Il arrive parfois que l’on croise la route d’un livre qui nous renvoie un drôle d’écho. Nature humaine vient de me faire cet effet en réveillant pas mal de souvenirs de jeunesse.

Nature humaine de Serge Joncour (éditions audio Gallimard)

Nature humaine de Serge Joncour (éditions audio Gallimard)

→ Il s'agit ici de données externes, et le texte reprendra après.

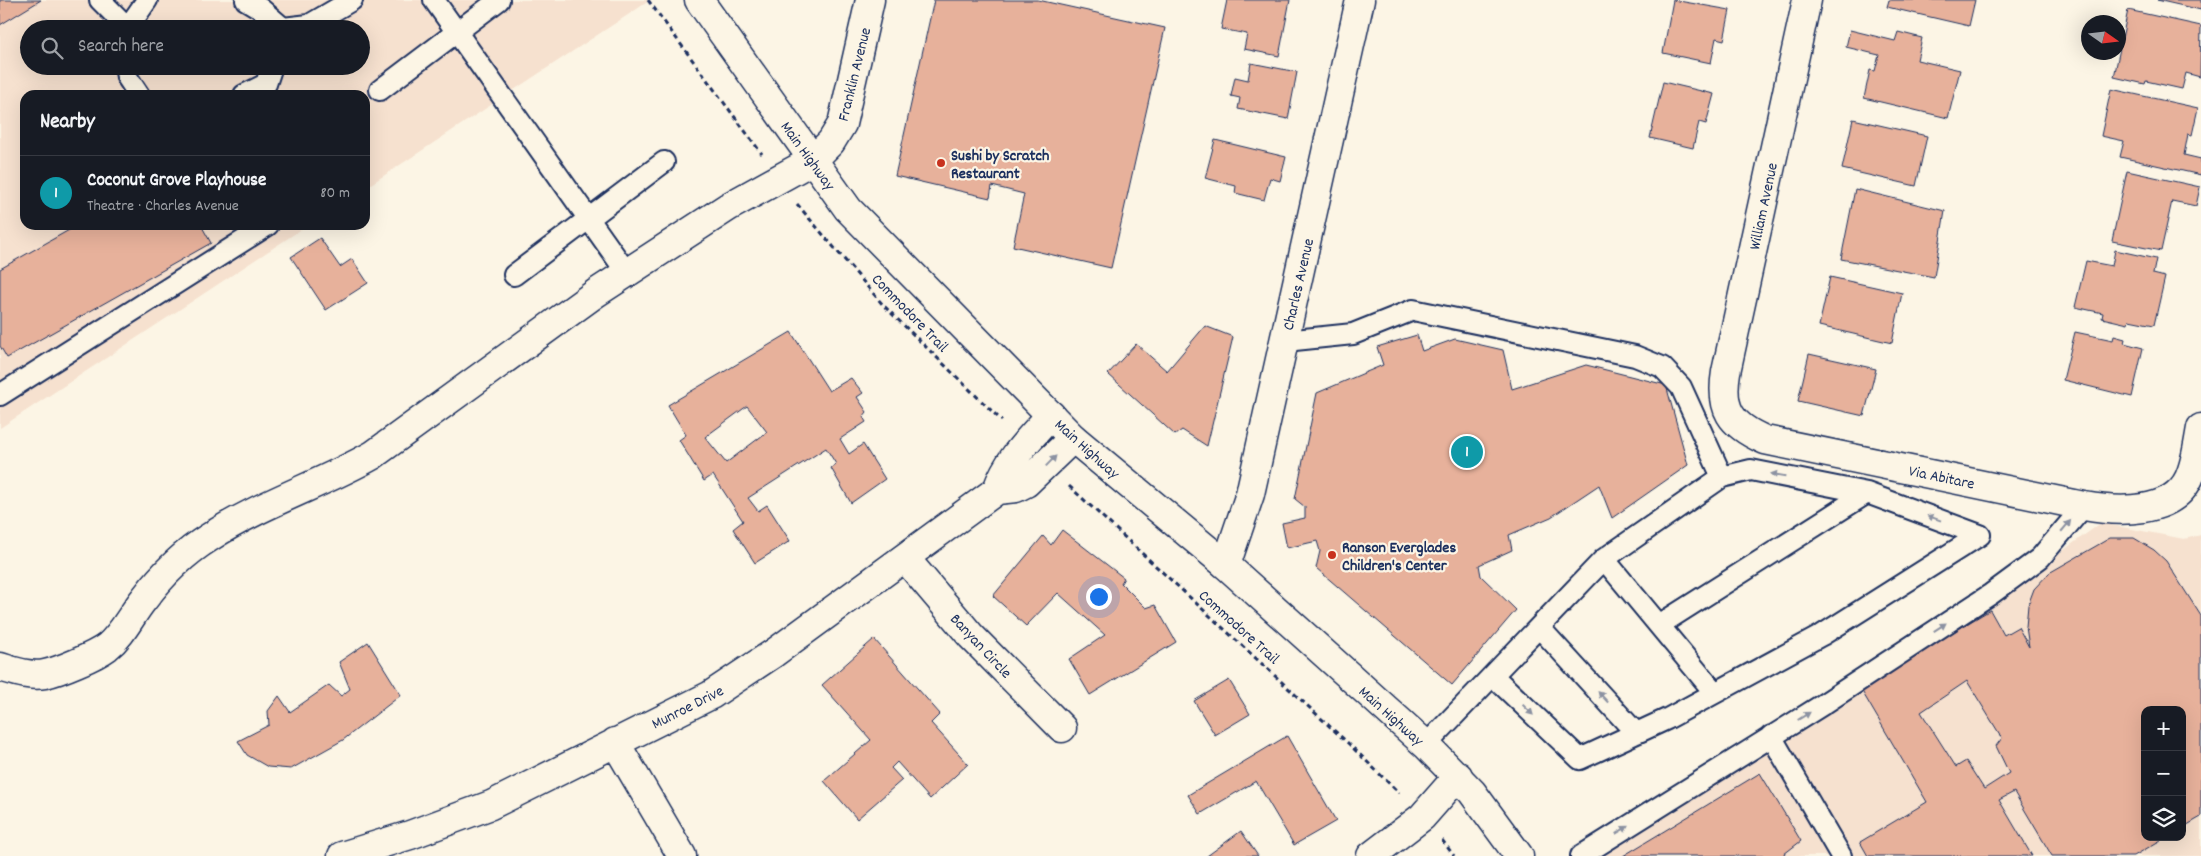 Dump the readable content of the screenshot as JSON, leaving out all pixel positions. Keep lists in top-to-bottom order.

Dans ce roman, Serge Joncour retrace plus de 20 ans de notre histoire, de la grande sécheresse de 1976 à la tempête de 1999, à travers le parcours d’un fils d’agriculteurs. Les Fabrier tiennent une ferme dans le Lot. Petit à petit ils sentent que leur monde change irrémédiablement. Tandis que les supermarchés commencent à fleurir ça et là, on leur en demande toujours plus. Plus de production, plus de rendement, réinventer leur métier pour répondre à une demande sans cesse croissante. Les consommateurs veulent de la viande emballée sous vide, du steak haché prêt à consommer et bon marché. Outre-Manche on a trouvé la parade en nourrissant les bêtes avec de la farine animale, on sait où cela nous a mené…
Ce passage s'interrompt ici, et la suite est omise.